Saved data entries:

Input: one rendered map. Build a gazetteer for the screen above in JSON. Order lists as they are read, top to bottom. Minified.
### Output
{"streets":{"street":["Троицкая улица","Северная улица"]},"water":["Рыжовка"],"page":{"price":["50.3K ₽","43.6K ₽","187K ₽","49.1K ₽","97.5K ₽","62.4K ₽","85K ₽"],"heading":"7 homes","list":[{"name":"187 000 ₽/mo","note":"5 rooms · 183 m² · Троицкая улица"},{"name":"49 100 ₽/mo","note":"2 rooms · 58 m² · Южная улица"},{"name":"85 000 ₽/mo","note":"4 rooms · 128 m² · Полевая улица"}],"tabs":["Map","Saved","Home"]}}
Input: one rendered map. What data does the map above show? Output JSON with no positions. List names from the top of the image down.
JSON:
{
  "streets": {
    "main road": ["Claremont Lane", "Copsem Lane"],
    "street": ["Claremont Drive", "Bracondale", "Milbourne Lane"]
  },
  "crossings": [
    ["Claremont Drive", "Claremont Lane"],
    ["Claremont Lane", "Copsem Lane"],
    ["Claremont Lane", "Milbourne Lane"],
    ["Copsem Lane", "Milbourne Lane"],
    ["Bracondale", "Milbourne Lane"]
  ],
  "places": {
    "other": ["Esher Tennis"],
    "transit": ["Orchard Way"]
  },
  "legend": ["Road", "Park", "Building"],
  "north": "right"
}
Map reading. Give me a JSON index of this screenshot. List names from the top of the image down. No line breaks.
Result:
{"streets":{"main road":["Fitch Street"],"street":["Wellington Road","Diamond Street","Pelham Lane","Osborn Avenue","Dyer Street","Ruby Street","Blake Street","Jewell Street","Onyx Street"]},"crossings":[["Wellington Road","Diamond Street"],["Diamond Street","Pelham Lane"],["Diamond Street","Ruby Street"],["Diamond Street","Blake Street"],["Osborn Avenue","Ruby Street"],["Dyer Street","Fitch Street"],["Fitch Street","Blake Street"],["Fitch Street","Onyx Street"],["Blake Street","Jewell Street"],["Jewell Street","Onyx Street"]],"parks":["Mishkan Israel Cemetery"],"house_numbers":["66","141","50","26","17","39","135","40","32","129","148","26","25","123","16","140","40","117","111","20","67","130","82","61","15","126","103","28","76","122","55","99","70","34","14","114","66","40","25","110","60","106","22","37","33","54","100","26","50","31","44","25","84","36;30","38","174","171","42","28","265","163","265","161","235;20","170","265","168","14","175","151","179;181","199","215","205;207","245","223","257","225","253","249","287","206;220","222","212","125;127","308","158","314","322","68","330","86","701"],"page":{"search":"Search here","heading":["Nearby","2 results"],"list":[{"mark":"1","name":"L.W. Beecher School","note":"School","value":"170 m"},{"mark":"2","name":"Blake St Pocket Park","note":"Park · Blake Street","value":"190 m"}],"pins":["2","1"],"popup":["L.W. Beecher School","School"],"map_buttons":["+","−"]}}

_PROBLEM STATEMENT:_ Your task is to repeat every entry exactly.

_EXPECTED ANSWER:_
Input: one rendered map. Build a gazetteer for the screen above in JSON. Order lists as they are read, top to bottom. Minified.
### Output
{"streets":{"street":["Троицкая улица","Северная улица"]},"water":["Рыжовка"],"page":{"price":["50.3K ₽","43.6K ₽","187K ₽","49.1K ₽","97.5K ₽","62.4K ₽","85K ₽"],"heading":"7 homes","list":[{"name":"187 000 ₽/mo","note":"5 rooms · 183 m² · Троицкая улица"},{"name":"49 100 ₽/mo","note":"2 rooms · 58 m² · Южная улица"},{"name":"85 000 ₽/mo","note":"4 rooms · 128 m² · Полевая улица"}],"tabs":["Map","Saved","Home"]}}
Input: one rendered map. What data does the map above show? Output JSON with no positions. List names from the top of the image down.
JSON:
{
  "streets": {
    "main road": ["Claremont Lane", "Copsem Lane"],
    "street": ["Claremont Drive", "Bracondale", "Milbourne Lane"]
  },
  "crossings": [
    ["Claremont Drive", "Claremont Lane"],
    ["Claremont Lane", "Copsem Lane"],
    ["Claremont Lane", "Milbourne Lane"],
    ["Copsem Lane", "Milbourne Lane"],
    ["Bracondale", "Milbourne Lane"]
  ],
  "places": {
    "other": ["Esher Tennis"],
    "transit": ["Orchard Way"]
  },
  "legend": ["Road", "Park", "Building"],
  "north": "right"
}
Map reading. Give me a JSON index of this screenshot. List names from the top of the image down. No line breaks.
Result:
{"streets":{"main road":["Fitch Street"],"street":["Wellington Road","Diamond Street","Pelham Lane","Osborn Avenue","Dyer Street","Ruby Street","Blake Street","Jewell Street","Onyx Street"]},"crossings":[["Wellington Road","Diamond Street"],["Diamond Street","Pelham Lane"],["Diamond Street","Ruby Street"],["Diamond Street","Blake Street"],["Osborn Avenue","Ruby Street"],["Dyer Street","Fitch Street"],["Fitch Street","Blake Street"],["Fitch Street","Onyx Street"],["Blake Street","Jewell Street"],["Jewell Street","Onyx Street"]],"parks":["Mishkan Israel Cemetery"],"house_numbers":["66","141","50","26","17","39","135","40","32","129","148","26","25","123","16","140","40","117","111","20","67","130","82","61","15","126","103","28","76","122","55","99","70","34","14","114","66","40","25","110","60","106","22","37","33","54","100","26","50","31","44","25","84","36;30","38","174","171","42","28","265","163","265","161","235;20","170","265","168","14","175","151","179;181","199","215","205;207","245","223","257","225","253","249","287","206;220","222","212","125;127","308","158","314","322","68","330","86","701"],"page":{"search":"Search here","heading":["Nearby","2 results"],"list":[{"mark":"1","name":"L.W. Beecher School","note":"School","value":"170 m"},{"mark":"2","name":"Blake St Pocket Park","note":"Park · Blake Street","value":"190 m"}],"pins":["2","1"],"popup":["L.W. Beecher School","School"],"map_buttons":["+","−"]}}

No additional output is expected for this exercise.